Hackers have found a new tool in their never-ending quest to cause trouble. They’ve begun abusing the Apps Script business application developed by Google in a bid to steal credit card and personally identifiable information.
That’s significant because given Google’s dominant position on the internet, the Apps Script is widely trusted by the market.
That fact allows hackers to mask their illicit activities and is further aided by the fact that most online vendors whitelist Google’s subdomains by default. Why wouldn’t they? Google plays a critical role in today’s internet and most business owners rely heavily on a wide range of Google’s tools and services.
Unfortunately, that creates an opportunity that the hackers are only too happy to exploit. Armed with a means of masking their activities, hackers can inject malicious code into a number of eCommerce shopping cart solutions, many of which are JavaScript based.
We owe the discovery of this latest tactic to Sansec security researcher Eric Brandel.
Brandel had this to say about the recent discovery:
“This new threat shows that merely protecting web stores from talking to untrusted domains is not sufficient. E-commerce managers need to ensure that attackers cannot inject unauthorized code in the first place. Server-side malware and vulnerability monitoring is essential in any modern security policy.

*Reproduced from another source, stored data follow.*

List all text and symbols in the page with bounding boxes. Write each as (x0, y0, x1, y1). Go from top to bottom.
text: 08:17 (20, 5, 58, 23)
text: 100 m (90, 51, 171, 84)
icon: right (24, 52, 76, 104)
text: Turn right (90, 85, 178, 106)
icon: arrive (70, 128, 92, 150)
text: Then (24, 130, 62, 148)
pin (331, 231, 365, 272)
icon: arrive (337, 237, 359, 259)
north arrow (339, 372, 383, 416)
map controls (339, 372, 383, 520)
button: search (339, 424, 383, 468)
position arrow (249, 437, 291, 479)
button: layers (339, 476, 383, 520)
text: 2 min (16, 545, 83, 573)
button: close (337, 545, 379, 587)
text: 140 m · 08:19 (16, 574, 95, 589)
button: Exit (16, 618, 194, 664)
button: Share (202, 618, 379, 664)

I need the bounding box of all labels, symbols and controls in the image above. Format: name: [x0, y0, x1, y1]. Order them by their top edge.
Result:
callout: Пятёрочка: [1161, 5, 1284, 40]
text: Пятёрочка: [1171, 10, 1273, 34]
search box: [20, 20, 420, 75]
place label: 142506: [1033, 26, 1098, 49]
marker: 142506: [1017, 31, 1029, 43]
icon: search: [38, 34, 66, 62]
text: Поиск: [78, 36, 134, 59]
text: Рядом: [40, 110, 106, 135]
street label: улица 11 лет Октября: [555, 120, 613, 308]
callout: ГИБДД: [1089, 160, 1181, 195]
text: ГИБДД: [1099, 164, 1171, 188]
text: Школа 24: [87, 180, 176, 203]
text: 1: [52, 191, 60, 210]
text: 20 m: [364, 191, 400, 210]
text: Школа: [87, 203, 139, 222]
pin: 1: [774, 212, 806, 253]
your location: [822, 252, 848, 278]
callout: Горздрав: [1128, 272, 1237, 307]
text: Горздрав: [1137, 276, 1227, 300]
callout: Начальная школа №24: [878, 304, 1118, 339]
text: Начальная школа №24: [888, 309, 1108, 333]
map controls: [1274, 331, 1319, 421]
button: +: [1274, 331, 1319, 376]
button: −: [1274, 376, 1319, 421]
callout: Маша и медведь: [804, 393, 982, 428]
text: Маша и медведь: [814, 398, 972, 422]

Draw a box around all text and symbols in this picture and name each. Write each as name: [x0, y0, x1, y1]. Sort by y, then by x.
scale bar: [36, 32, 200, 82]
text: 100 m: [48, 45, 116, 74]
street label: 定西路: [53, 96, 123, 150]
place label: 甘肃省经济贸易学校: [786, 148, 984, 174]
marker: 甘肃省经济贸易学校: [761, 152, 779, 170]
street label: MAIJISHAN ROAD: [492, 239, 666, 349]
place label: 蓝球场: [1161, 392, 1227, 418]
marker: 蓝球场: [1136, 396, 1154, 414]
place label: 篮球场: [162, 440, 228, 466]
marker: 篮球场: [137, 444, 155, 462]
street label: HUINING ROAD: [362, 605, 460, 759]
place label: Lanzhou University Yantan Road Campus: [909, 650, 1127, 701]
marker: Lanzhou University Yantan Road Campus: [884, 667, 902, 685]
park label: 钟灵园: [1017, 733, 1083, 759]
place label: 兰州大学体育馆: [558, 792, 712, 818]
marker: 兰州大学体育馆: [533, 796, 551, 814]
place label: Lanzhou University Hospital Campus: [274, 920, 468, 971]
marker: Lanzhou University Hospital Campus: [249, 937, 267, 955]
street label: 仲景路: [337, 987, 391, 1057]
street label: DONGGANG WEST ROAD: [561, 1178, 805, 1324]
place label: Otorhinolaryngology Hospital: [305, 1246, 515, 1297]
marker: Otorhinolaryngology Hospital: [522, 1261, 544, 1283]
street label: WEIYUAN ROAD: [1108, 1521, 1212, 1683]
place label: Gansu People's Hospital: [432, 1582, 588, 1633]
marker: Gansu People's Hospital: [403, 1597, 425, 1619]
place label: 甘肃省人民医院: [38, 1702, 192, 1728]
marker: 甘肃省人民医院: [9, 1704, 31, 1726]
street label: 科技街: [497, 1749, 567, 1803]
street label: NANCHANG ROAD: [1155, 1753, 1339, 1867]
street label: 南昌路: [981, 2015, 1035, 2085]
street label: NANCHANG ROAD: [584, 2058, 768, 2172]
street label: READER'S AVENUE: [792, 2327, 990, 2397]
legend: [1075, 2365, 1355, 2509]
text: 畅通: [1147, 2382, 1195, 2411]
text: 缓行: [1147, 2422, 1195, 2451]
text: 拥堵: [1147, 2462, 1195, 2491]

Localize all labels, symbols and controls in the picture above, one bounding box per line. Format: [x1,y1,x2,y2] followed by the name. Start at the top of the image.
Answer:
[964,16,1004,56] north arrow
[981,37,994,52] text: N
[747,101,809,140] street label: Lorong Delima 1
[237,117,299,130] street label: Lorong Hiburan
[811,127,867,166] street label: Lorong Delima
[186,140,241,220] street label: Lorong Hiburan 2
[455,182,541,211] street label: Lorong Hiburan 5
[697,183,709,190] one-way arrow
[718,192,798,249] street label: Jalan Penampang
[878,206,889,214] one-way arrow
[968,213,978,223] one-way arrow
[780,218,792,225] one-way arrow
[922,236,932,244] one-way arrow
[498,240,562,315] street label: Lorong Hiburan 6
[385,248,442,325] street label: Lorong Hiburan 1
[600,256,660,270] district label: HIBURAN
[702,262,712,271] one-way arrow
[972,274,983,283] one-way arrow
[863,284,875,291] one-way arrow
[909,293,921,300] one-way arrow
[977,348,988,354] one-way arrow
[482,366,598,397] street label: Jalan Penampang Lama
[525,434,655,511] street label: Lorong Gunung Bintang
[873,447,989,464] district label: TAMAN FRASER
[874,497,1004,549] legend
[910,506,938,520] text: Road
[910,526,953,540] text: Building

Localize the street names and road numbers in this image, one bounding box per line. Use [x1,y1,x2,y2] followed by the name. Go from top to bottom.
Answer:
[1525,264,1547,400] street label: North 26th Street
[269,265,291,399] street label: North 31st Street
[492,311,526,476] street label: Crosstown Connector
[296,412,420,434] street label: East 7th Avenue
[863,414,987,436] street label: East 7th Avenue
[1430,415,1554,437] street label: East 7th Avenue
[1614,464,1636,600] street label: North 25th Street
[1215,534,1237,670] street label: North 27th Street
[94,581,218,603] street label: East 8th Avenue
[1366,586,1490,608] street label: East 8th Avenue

…when a skimming campaign runs entirely on trusted Google servers, very few security systems will flag it as ‘suspicious.’ And more importantly, popular countermeasures like Content-Security-Policy (CSP) will not work when a site administrator trusts Google.
CSP was invented to limit the execution of untrusted code. But since pretty much everybody trusts Google, the model is flawed.”
And that’s the crux of the problem. Fortunately, if Google’s past performance is any indication, they’ll move swiftly to make their systems even more secure, thus limiting the threat. Until that happens though, it pays to be mindful of the fact that it exists, and plan accordingly.